Пересекая площадь перед театром Кома, мы на минуточку задержались у киноцентра — взглянуть на рекламные кадры из фильмов. Изучили все добросовестно. Нам предстала череда изнурительных сцен с красотками в призывно откинувшихся позах, с выражением наигранного восторга на лицах.
— А эти, посмотри-ка, — тоже мне акробаты. Ты так можешь? Я и сам раньше из интереса по-разному пробовал, а сейчас только начни — сразу радикулит разобьет. Конечно, кто для клиента старается, тот по-всякому извернется — хоть задом наперед, хоть в воде. А я в этом смысле теперь курица вареная. Раздеться и то лень. Так тихо-тихо — и совсем с сексом распрощаешься, — разглагольствовал Хан, упершись при этом взглядом в бедра идущей впереди молодой женщины, напоминавшей бойко резвящуюся рыбку.
— От эдакой задницы у меня прямо встает. Вообще-то такое не в моем характере. Но тут уж ничего не могу поделать. Чем больше подавляешь, тем ближе взрыв. Это как революция угнетенных масс.
В витрине одной из закусочных было выставлено несколько десятков огромных крабов. На углях жарились креветки на вертеле, у входа бродили зазывалы с повязками на головах и, в такт хлопая в ладоши, приглашали: «Добро пожаловать! Добро пожаловать!» Поддавшись на их бодрые возгласы, мы вошли. Уселись перед накрахмаленными салфетками, посмотрели меню — длинный перечень изысканных морских блюд. Первым делом заказали пиво — промочить горло. Едва отхлебнув, Хван принялся болтать без умолку. Принесли еду.
— Я сегодня угощаю, ешь давай, — Хван принялся подсовывать мне блюда, которые появлялись одно за другим. Жирный тунец, ломтики сырой каракатицы, рубленая макрель, лобстеры в сое, кусочки мороженой камбалы, горшочки Исикари…[2] Ем я мало, и при одном только взгляде на всё это изобилие мой аппетит резко пошел на убыль. Хван же, взглянув на блюда, досадливо прищелкнул языком.
— Это что такое?! Совсем не то, что на витрине! — принялся он жаловаться, демонстративно повернувшись в сторону хозяина. Послушать его, так все здесь вообще было несъедобно, но, впрочем, это отнюдь не сказалось на его аппетите; напротив, и еду, и спиртное он при том поглощал, как удав.
— Вот я жил на острове Чжэчжудо, так там бы и смотреть не стали на такую тухлятину. Ты ведь никогда на Чжэчжудо не был? Эх ты, бедняга…
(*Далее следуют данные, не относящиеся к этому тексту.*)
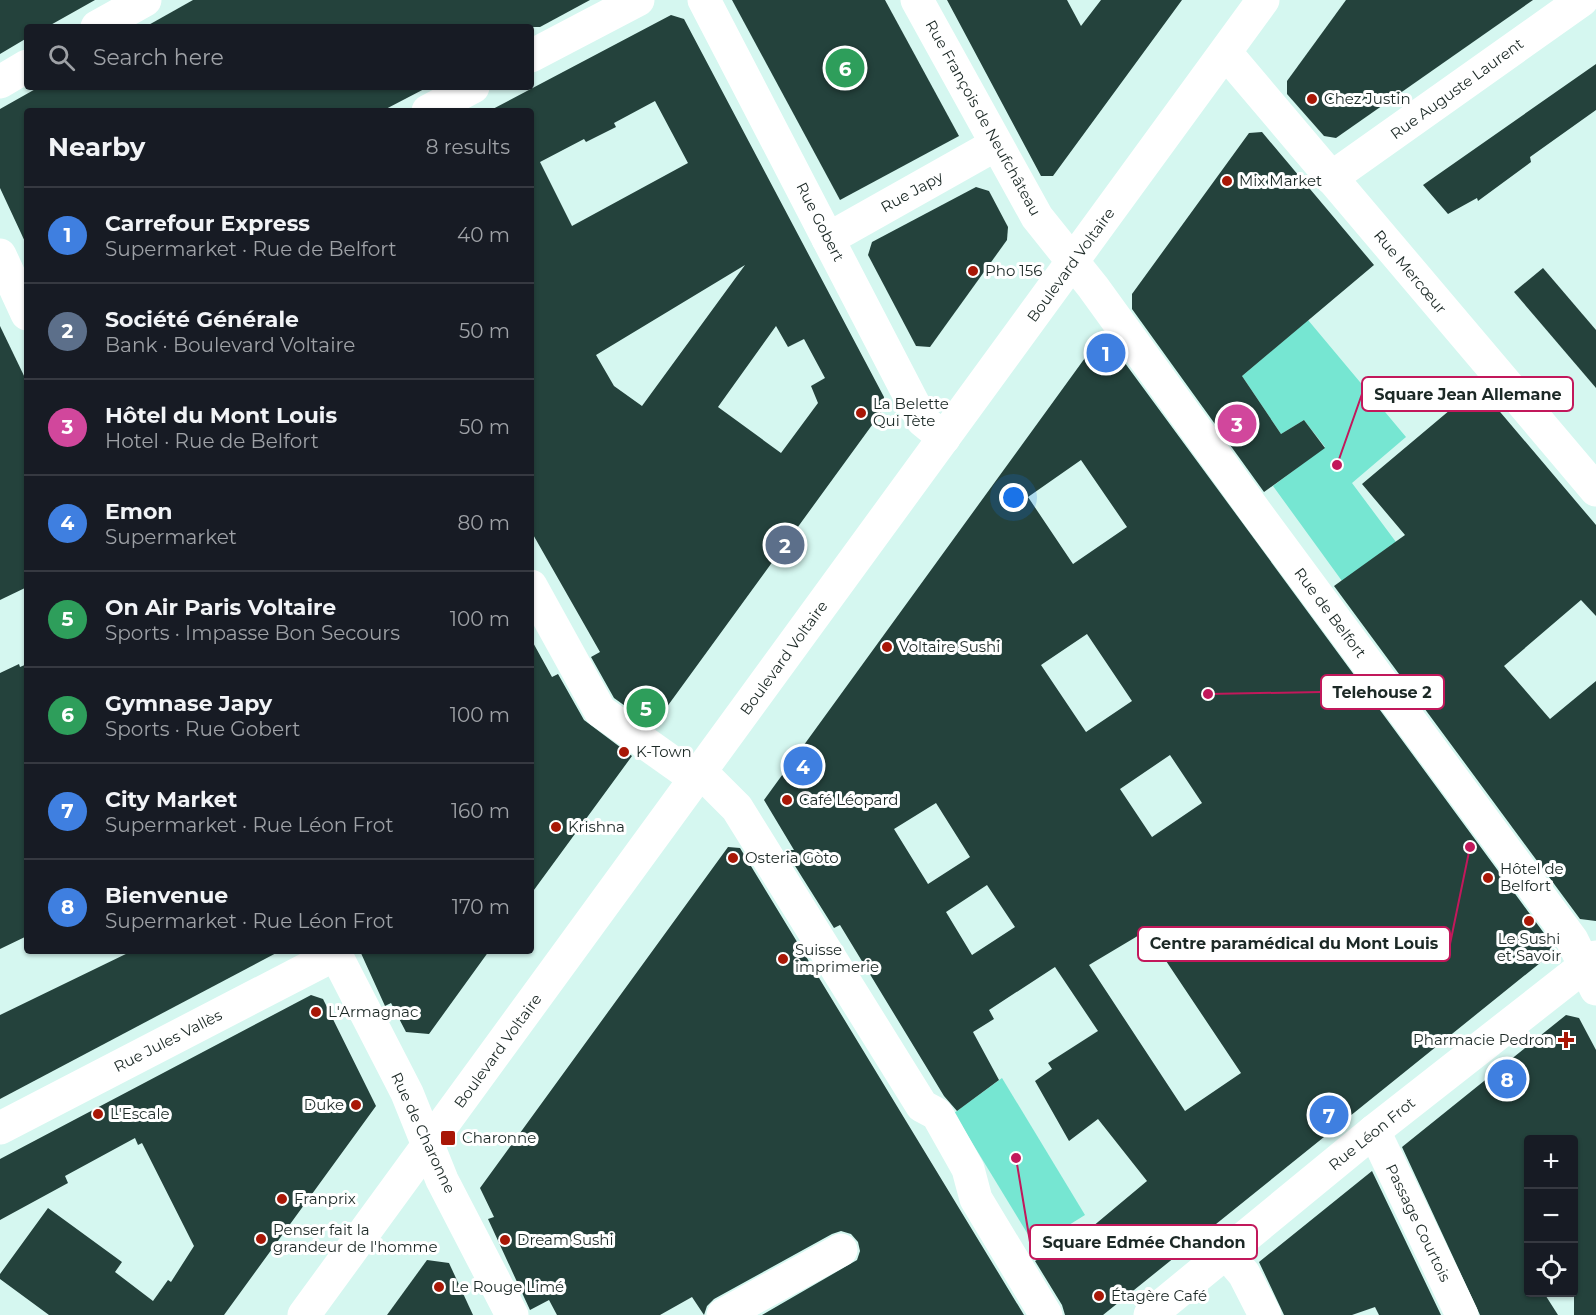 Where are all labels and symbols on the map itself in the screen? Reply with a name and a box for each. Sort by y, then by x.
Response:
street label: Rue François de Neufchâteau [922,17,1045,219]
street label: Rue Auguste Laurent [1386,34,1527,143]
pin: 6 [826,46,864,90]
place label: Chez Justin [1324,89,1411,108]
marker: Chez Justin [1305,92,1319,106]
street label: Rue Japy [877,166,947,216]
place label: Mix Market [1239,171,1322,190]
marker: Mix Market [1220,174,1234,188]
street label: Rue Gobert [792,179,849,265]
street label: Boulevard Voltaire [1023,204,1119,326]
street label: Rue Mercœur [1370,226,1451,317]
place label: Pho 156 [985,261,1042,280]
marker: Pho 156 [966,264,980,278]
pin: 1 [1086,330,1126,376]
callout: Square Jean Allemane [1362,377,1573,411]
text: Square Jean Allemane [1374,385,1562,404]
place label: La Belette Qui Tète [873,394,949,430]
pin: 3 [1218,402,1256,446]
marker: La Belette Qui Tète [854,406,868,420]
your location [999,483,1028,512]
pin: 2 [766,522,804,568]
street label: Rue de Belfort [1290,564,1371,662]
street label: Boulevard Voltaire [736,597,832,719]
place label: Voltaire Sushi [899,637,1000,656]
marker: Voltaire Sushi [880,640,894,654]
callout: Telehouse 2 [1321,675,1444,709]
text: Telehouse 2 [1332,683,1432,702]
pin: 5 [626,686,666,730]
place label: K-Town [636,742,692,761]
pin: 4 [784,744,822,789]
marker: K-Town [617,745,631,759]
place label: Café Léopard [799,790,898,809]
marker: Café Léopard [780,793,794,807]
place label: Krishna [568,817,625,836]
marker: Krishna [549,820,563,834]
place label: Osteria Gòto [745,848,839,867]
marker: Osteria Gòto [726,851,740,865]
place label: Hôtel de Belfort [1500,859,1564,895]
marker: Hôtel de Belfort [1481,871,1495,885]
marker: Le Sushi et Savoir [1522,914,1536,928]
callout: Centre paramédical du Mont Louis [1138,927,1450,961]
place label: Le Sushi et Savoir [1497,929,1561,965]
text: Centre paramédical du Mont Louis [1150,934,1439,953]
place label: Suisse imprimerie [795,940,879,976]
marker: Suisse imprimerie [776,952,790,966]
street label: Boulevard Voltaire [450,990,546,1112]
place label: L'Armagnac [328,1002,418,1021]
street label: Rue Jules Vallès [111,1005,225,1076]
marker: L'Armagnac [309,1005,323,1019]
place label: Pharmacie Pedron [1413,1030,1554,1049]
marker: Pharmacie Pedron [1559,1033,1573,1047]
pin: 8 [1488,1056,1526,1102]
street label: Rue de Charonne [387,1069,460,1196]
pin: 7 [1310,1092,1348,1138]
street label: Rue Léon Frot [1325,1093,1419,1174]
place label: Duke [304,1095,344,1114]
marker: Duke [349,1098,363,1112]
place label: L'Escale [110,1104,170,1123]
marker: L'Escale [91,1107,105,1121]
place label: Charonne [462,1128,536,1147]
marker: Charonne [439,1129,457,1147]
street label: Passage Courtois [1382,1161,1455,1285]
place label: Franprix [294,1189,356,1208]
marker: Franprix [275,1192,289,1206]
place label: Penser fait la grandeur de l'homme [273,1220,438,1256]
callout: Square Edmée Chandon [1030,1225,1257,1259]
place label: Dream Sushi [517,1230,614,1249]
marker: Penser fait la grandeur de l'homme [254,1232,268,1246]
marker: Dream Sushi [498,1233,512,1247]
text: Square Edmée Chandon [1042,1233,1246,1252]
place label: Le Rouge Limé [451,1277,564,1296]
marker: Le Rouge Limé [432,1280,446,1294]
place label: Étagère Café [1111,1286,1207,1305]
marker: Étagère Café [1092,1289,1106,1303]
Выдав мне порцию жалости и сочувствия, он ударился в обычные свои воспоминания о местах, где прошло его детство. Побережье после отлива, усеянное, насколько хватает глаз, грудами ярко-красных панцирей с притаившимися там крабами, гора Хальла, похожая на мускулистое тело крепкого мужчины, пузырящиеся источники вдоль берега моря, стаи рыб, что бьются у самого берега, отчего он кажется серебристым, местные жители, которые, вооружившись корзинами, ведрами и совками, все вместе выходят черпать рыбу… Эти картины и теперь порой виделись ему во сне. Рыбы там — ловить-не переловить, ее и сушат, и солят, а что остается — идет в поля на удобрения. Здоровущие тыквы, арбузы, баклажаны… Не удивительно, что мужчины на Чжэчжудо такие ленивые. Ведь там и работать не надо! Попивают себе день-деньской местное винцо, играют в сёги[3], а то и вздремнут среди бела дня. Трудяги женщины пашут землю, ныряют в море, рожают детей… Там живут, как человечество жило в глубокой древности — ощущая себя частицей Великой Природы, еще не имея собственных ценностей. Живут, пока питает их своим пламенем магма той Жизни, где свершают свой круговорот огонь, вода и небесные светила, живут, подчиняясь ритму крови, и умирают на Матери-Земле. На Хвана порой накатывали ностальгические воспоминания о родине, которые были столь же далеки от действительности, сколь бывает иллюзорен облик некогда юной возлюбленной, остающийся в памяти таким даже спустя годы.